Oh yeah, the movie does get points for reminding me of the Lost Tapes episode about the Mongolian Death Worm.
After a truck-load of character back-story and exposition (it's not all that interesting, honestly), the 'Prodigal Son' of the Mayor- played by Edgar Allen Poe IV, no lie!- returns to set up a big beach festival.

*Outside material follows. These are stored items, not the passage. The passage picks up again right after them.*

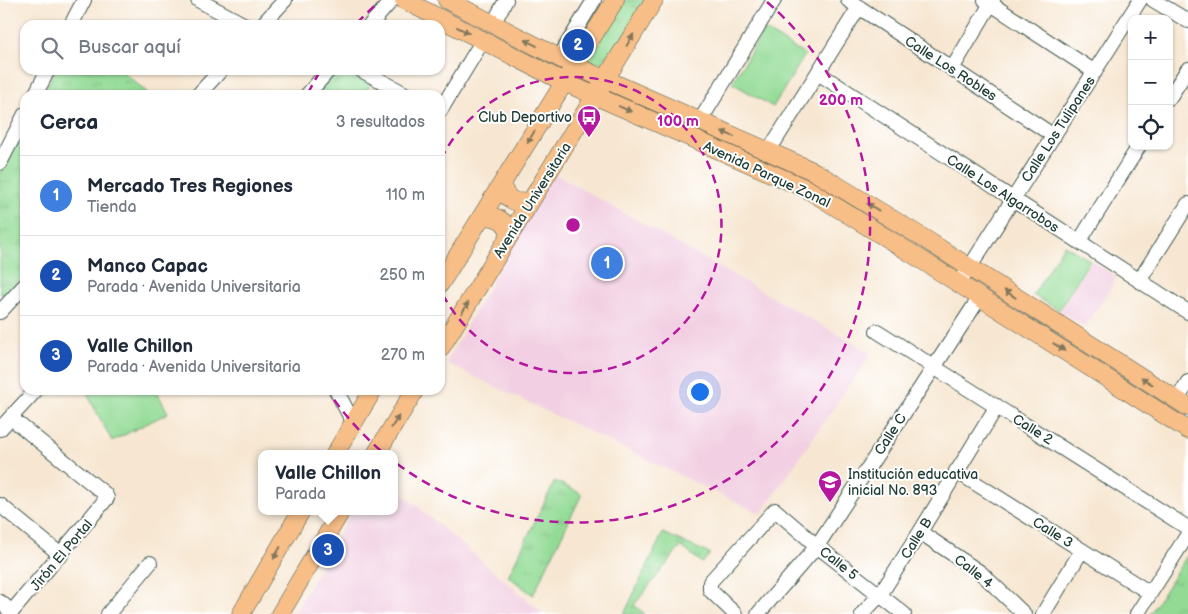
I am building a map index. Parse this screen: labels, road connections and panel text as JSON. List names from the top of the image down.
{
  "streets": {
    "main road": ["Avenida Parque Zonal", "Avenida Universitaria"],
    "street": [
      "Calle Los Robles",
      "Calle Los Tulipanes",
      "Calle Los Algarrobos",
      "Calle 2",
      "Calle C",
      "Calle 3",
      "Calle B",
      "Jirón El Portal",
      "Calle 5",
      "Calle 4"
    ]
  },
  "crossings": [
    ["Calle Los Robles", "Calle Los Tulipanes"],
    ["Calle Los Tulipanes", "Avenida Parque Zonal"],
    ["Calle Los Tulipanes", "Calle Los Algarrobos"],
    ["Avenida Parque Zonal", "Avenida Universitaria"],
    ["Avenida Parque Zonal", "Calle C"],
    ["Calle 2", "Calle C"],
    ["Calle 2", "Calle B"],
    ["Calle C", "Calle 5"],
    ["Calle 3", "Calle B"],
    ["Calle B", "Calle 5"],
    ["Calle B", "Calle 4"]
  ],
  "places": {
    "bus stop": ["Club Deportivo"],
    "school or university": ["Institución educativa inicial No. 893"]
  },
  "page": {
    "map_buttons": ["+", "−"],
    "search": "Buscar aquí",
    "pins": ["2", "1", "3"],
    "heading": ["Cerca", "3 resultados"],
    "list": [
      {
        "mark": "1",
        "name": "Mercado Tres Regiones",
        "note": "Tienda",
        "value": "110 m"
      },
      {
        "mark": "2",
        "name": "Manco Capac",
        "note": "Parada · Avenida Universitaria",
        "value": "250 m"
      },
      {
        "mark": "3",
        "name": "Valle Chillon",
        "note": "Parada · Avenida Universitaria",
        "value": "270 m"
      }
    ],
    "popup": ["Valle Chillon", "Parada"]
  },
  "rings": ["200 m", "100 m"]
}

Meanwhile, the titular creatures slowly begin to rack up their body count.
 I'd just like to take a moment of your time to show you what a real Sand Shark looks like.  That is all.
When they finally realize that a silly Shark is loose, the Sheriff calls in a Scientist: Brooke Hogan.  Not since Christmas Jones has there been a less believable Scientist in film history.  Congratulations, Sand Sharks.
As a bonus, the bizarre hybrid of Mickey from Rocky and Quint from Jaws is on board too.  His role is pretty small, turning him into more of a Plot Device than an actual character.
For the semi-climax, a Beach Party Bingo is interrupted by a Shark attack.  It's not just one Shark- it's a half-dozen!
I won't SPOIL what happens, but sufficed to say people die, Sharks explode and all sorts of body parts go flying.
Honestly, it sucks less than you might think.  While I didn't care a whole lot for the characters, I didn't hate them either.  To give me a Monster Movie where I don't hate all of the characters- especially in a Modern film- is a notable achievement.  That said, the Acting is Poor to Average at best.  Nobody has a real 'stand-out' performance here.  Given that the film's 'big stars' are Brooke Hogan and Corey Nemec, so what do you expect?  The Special Effects...are not that great either.  In HD, the blending of the CG to real-life is a mixed-bag.  That said, the silly CG does have its own style to it.  It's not just Generic Shark Model #2.  Granted, it's Generic Shark Model #2, but colored differently and covered in stripes/spots.  The whole thing is goofy, which is why I like that they play it seriously.  The comedy you do get is not that great, but its generally punctuated by the annoying person being eaten by a Shark.  Since it's set mostly at a beach, there's plenty of skin on display too, which is always good for a distraction.  Is Sand Sharks the low-point for ridiculous Monster Movie plots?  No, not by a long shot...
Next up, I return to Seagal territory.  Russian accents, lazy cops and body doubles- oh my!  Stay tuned...

3 comments:

  1. Unfortunately I have seen this film. I wish it wasn't a real thing...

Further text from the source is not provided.